Enabling SCIM in lakeFS Cloud
To enable SCIM support in lakeFS Cloud, you need to log into the cloud admin. In the cloud admin, SCIM settings are under Access > Settings. SCIM is not enabled by default, so to enable SCIM for the organization, click the Setup Provisioning Button.
Clicking the button will enable SCIM for the organization and provide the details you’ll need to set up your IdP to work with lakeFS Cloud SCIM.
To set up your IdP, you’ll need the lakeFS Cloud SCIM provisioning endpoint and you’ll also need to generate an integration token. When creating a new integration token, you can optionally provide a description for future reference.
Note: The token value is only presented once, right after creation. Make sure to copy the token, as its value isn’t stored and cannot be retrieved after the initial creation.
Setting Up SCIM Provisioning in Entra ID (a.k.a Azure AD)
Note: This guide assumes you’ve already set up an Entra ID enterprise application for federated authentication to lakeFS Cloud.
In the Entra ID admin dashboard, go to Enterprise Applications and choose the lakeFS Cloud enterprise application from the list. Then click Provisioning in the sidebar and then Get Started.
- In the provisioning settings set mode to Automatic
- In Tenant URL enter the URL from the lakeFS Cloud provisioning settings. You will need to append
?aadOptscim062020to the end of the URL to ensure proper integration with Entra ID. - In Secret Token paste the token you copied in the previous step. If you haven’t created a token yet, you may do so now
- Click Test Connection
- If the test fails, please ensure you’ve entered the correct SCIM endpoint URL from lakeFS Cloud and copied the token correctly. Otherwise, click “Save” at the top of the settings panel
- Configure provisioning attribute mappings(this determines which attributes are sent to the lakeFS SCIM endpoint)
Required Attributes
The LakeFS SCIM implementation has a number of attributes that it expects to see in requests. Missing, incorrect, or extraneous attributes will generally result in a 400 error code.
User Resource Attributes
- username: Unique identifier for the User, typically used by the user to directly authenticate to the service provider. Each User MUST include a non-empty userName value. This identifier MUST be unique across the service provider’s entire set of Users. REQUIRED.

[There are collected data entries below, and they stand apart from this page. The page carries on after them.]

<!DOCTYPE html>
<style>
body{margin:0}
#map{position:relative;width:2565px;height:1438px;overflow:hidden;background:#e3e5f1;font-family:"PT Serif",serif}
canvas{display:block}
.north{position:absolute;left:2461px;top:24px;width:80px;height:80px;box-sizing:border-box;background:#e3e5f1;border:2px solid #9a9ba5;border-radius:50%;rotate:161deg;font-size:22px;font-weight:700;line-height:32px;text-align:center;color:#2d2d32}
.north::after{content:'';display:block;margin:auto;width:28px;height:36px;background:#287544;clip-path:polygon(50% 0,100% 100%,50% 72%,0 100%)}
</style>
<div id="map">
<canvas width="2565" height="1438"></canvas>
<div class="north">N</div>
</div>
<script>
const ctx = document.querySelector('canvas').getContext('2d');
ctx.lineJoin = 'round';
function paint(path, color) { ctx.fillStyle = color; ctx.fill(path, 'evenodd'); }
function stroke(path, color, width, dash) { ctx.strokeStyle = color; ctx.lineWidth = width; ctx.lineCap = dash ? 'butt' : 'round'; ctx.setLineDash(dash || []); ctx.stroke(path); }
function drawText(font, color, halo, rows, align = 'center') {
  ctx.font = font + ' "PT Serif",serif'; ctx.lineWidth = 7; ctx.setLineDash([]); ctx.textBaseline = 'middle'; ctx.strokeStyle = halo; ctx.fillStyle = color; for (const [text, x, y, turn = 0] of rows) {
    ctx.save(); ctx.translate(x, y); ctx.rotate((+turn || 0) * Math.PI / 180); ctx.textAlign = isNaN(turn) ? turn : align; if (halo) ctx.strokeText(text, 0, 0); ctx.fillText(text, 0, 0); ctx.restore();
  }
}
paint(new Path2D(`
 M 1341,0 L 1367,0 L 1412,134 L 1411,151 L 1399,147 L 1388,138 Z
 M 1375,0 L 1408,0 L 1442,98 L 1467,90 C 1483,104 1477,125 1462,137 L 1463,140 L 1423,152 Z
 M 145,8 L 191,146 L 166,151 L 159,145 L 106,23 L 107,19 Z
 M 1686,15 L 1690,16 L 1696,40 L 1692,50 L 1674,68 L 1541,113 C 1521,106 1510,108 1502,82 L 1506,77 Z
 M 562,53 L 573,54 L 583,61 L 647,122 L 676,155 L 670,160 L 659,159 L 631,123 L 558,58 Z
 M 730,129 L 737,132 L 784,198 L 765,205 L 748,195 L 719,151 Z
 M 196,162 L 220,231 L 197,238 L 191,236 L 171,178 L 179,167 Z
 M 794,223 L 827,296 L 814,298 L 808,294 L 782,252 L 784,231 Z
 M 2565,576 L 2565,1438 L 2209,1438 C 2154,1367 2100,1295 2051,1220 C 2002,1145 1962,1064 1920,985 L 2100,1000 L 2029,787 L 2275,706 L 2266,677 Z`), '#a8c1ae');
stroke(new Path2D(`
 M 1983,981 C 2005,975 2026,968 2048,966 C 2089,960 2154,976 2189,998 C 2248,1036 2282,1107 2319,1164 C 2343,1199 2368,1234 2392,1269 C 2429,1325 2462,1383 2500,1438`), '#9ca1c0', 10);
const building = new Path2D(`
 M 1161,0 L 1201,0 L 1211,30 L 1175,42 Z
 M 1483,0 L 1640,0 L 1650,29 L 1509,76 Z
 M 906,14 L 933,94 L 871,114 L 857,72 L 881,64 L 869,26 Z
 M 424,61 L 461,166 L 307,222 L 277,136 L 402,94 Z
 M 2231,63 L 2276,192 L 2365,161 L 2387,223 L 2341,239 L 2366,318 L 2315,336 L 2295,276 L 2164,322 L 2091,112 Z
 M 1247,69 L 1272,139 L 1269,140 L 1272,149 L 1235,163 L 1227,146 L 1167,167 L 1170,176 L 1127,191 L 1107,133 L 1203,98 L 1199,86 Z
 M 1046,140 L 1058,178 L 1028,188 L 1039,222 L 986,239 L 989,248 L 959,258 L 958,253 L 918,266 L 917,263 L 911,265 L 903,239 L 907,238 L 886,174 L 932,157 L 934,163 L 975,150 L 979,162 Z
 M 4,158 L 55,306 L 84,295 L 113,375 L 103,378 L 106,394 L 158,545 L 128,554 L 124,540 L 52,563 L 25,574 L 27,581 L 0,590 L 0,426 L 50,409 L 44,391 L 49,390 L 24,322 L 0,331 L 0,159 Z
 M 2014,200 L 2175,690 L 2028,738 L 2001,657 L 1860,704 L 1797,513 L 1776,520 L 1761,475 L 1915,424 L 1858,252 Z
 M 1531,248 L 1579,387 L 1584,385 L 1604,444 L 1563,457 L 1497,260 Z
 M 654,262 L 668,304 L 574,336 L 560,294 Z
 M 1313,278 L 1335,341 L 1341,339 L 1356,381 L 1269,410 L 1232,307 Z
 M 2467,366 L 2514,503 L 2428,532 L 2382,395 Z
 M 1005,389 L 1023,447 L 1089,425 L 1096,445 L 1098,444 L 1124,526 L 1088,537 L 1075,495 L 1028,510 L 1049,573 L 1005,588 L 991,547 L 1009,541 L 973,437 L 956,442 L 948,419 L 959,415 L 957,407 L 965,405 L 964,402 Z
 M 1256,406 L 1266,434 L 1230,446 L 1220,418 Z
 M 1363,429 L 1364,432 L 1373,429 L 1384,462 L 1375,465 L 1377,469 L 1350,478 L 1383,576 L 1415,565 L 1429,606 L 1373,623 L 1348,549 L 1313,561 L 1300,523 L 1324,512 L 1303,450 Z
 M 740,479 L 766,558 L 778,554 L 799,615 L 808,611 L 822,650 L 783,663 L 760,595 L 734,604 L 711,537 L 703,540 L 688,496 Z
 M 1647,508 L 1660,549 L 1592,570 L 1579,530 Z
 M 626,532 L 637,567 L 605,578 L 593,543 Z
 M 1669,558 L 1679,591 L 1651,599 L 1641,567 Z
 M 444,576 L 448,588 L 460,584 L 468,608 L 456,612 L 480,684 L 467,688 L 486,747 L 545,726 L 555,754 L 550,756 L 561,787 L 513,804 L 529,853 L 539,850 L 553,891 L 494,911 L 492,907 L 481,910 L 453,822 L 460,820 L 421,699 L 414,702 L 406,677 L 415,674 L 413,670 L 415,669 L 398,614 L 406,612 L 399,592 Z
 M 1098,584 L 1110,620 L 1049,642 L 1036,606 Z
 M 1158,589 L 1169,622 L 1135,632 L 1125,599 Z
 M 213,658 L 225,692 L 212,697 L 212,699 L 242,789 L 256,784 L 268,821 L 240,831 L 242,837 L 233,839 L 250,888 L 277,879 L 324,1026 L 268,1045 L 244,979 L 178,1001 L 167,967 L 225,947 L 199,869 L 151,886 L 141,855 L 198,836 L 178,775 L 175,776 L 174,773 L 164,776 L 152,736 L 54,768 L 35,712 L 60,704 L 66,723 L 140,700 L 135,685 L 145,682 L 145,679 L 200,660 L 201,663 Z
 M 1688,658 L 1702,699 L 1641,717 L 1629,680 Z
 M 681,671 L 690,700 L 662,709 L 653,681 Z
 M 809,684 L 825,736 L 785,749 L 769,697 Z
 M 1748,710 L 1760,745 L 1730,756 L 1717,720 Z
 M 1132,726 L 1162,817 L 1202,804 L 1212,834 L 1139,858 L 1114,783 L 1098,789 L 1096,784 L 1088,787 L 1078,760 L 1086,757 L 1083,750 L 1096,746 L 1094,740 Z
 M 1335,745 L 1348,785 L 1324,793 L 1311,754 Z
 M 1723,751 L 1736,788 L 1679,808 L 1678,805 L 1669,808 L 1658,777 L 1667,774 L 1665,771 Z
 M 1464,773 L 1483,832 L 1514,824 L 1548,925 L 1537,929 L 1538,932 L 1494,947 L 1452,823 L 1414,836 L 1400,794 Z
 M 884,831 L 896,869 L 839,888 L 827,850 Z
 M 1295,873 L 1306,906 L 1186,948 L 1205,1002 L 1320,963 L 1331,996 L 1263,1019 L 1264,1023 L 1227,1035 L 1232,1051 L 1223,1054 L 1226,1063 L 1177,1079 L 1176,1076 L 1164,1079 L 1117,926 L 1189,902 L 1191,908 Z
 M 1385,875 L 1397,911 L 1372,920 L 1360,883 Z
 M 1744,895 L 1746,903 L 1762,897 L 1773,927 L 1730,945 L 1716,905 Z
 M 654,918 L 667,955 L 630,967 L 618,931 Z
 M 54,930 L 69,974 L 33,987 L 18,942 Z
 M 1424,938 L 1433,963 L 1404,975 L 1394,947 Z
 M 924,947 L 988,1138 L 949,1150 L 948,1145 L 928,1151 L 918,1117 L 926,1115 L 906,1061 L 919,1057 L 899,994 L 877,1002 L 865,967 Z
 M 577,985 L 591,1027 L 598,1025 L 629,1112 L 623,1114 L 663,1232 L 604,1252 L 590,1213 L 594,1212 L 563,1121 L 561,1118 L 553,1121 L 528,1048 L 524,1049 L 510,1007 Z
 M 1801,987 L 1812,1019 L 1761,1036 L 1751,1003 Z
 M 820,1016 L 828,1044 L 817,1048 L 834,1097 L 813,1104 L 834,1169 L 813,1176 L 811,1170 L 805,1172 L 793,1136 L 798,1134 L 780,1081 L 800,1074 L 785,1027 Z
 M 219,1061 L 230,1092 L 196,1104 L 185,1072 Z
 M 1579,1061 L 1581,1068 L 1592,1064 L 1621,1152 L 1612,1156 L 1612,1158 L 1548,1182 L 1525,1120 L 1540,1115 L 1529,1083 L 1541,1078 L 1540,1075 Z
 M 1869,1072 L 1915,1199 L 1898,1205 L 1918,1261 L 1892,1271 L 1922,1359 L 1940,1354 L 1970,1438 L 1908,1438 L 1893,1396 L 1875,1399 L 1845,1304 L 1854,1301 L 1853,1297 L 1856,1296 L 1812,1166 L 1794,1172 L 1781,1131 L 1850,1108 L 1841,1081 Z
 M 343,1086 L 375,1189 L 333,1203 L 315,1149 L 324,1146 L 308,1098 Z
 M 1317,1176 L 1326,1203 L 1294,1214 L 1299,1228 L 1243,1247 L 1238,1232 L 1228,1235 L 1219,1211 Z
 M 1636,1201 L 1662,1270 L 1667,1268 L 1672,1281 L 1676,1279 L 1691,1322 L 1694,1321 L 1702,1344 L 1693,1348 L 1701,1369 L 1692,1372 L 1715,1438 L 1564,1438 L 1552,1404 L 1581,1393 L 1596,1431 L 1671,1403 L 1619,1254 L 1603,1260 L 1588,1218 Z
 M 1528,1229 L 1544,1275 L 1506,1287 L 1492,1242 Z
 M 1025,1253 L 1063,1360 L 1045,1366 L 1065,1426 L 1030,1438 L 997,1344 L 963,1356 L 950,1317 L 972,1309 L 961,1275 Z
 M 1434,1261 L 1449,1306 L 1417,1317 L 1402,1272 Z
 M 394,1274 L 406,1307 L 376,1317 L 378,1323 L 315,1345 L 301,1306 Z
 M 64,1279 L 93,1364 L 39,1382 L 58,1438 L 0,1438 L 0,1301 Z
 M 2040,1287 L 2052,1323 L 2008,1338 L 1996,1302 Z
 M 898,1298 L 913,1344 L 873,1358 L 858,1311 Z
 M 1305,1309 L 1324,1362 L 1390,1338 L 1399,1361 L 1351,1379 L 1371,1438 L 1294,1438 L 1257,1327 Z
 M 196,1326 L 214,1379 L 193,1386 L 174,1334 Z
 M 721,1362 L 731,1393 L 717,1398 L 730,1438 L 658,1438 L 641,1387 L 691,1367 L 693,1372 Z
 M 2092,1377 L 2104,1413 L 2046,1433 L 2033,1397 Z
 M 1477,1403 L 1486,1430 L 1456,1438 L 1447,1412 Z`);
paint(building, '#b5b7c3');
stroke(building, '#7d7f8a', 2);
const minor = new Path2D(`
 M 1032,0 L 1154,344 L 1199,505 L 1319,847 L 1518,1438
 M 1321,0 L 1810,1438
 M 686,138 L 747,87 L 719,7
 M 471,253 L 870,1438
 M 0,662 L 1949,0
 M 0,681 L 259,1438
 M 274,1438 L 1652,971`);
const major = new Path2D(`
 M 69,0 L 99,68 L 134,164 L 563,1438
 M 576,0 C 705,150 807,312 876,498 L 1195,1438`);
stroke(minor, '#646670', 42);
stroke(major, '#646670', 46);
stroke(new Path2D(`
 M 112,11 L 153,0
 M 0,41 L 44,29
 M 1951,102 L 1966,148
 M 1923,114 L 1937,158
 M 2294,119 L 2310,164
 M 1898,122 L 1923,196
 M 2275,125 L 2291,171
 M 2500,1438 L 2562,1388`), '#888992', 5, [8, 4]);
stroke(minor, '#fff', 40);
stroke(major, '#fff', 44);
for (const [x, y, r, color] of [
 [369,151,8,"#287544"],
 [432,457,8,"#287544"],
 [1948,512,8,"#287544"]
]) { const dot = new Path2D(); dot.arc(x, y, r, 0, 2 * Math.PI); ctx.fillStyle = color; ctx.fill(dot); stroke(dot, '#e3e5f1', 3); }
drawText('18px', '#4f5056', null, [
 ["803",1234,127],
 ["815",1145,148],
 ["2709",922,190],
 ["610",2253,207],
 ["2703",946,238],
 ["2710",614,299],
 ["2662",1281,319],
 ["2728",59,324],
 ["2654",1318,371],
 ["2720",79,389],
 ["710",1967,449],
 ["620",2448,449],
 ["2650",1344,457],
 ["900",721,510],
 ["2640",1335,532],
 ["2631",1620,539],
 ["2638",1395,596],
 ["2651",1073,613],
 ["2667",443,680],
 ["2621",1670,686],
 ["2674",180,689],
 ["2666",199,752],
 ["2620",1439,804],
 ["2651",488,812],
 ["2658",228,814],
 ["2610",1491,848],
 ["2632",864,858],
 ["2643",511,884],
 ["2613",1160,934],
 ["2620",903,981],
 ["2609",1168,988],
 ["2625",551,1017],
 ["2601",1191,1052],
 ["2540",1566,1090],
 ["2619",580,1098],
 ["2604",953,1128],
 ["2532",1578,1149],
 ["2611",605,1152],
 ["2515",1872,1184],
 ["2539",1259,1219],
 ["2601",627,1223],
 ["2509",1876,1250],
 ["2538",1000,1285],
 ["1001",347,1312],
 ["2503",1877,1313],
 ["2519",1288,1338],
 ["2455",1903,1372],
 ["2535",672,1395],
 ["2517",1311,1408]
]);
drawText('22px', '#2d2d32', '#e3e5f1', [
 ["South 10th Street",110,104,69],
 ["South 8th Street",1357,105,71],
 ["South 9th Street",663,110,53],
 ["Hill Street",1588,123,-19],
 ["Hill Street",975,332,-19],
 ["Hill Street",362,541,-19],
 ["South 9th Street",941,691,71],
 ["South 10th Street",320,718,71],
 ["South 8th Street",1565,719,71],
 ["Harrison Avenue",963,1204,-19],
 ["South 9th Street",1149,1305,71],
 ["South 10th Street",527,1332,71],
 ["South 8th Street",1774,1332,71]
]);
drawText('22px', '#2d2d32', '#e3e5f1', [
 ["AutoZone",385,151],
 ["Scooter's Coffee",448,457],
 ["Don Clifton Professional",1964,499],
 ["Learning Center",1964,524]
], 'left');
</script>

- externalId: A String that is an identifier for the resource as defined by the provisioning client. REQUIRED.
- emails: Email addresses for the user. The value SHOULD be canonicalized by the service provider, e.g., ‘bjensen@example.com’ instead of ‘bjensen@EXAMPLE.COM’. Canonical type values of ‘work’, ‘home’, and ‘other’. One should be marked as primary. REQUIRED.
- active: A Boolean value indicating the User’s administrative status.
Group Resource Attributes
- displayName: A human-readable name for the Group. REQUIRED.
- externalId: A String that is an identifier for the resource as defined by the provisioning client. REQUIRED.
- members: A list of members of the Group.
Note: lakeFS Cloud is designed to work with the default attribute mapping for users and groups provided by Entra ID. If your organization has customized the user and/or group entities in Entra ID, you might want to set mappings in accordance with those. You can find details of how this is done in the Entra ID documentation.
Incorrectly modifying these mappings can break provisioning functionality, so it’s advised to do so cautiously and only when necessary.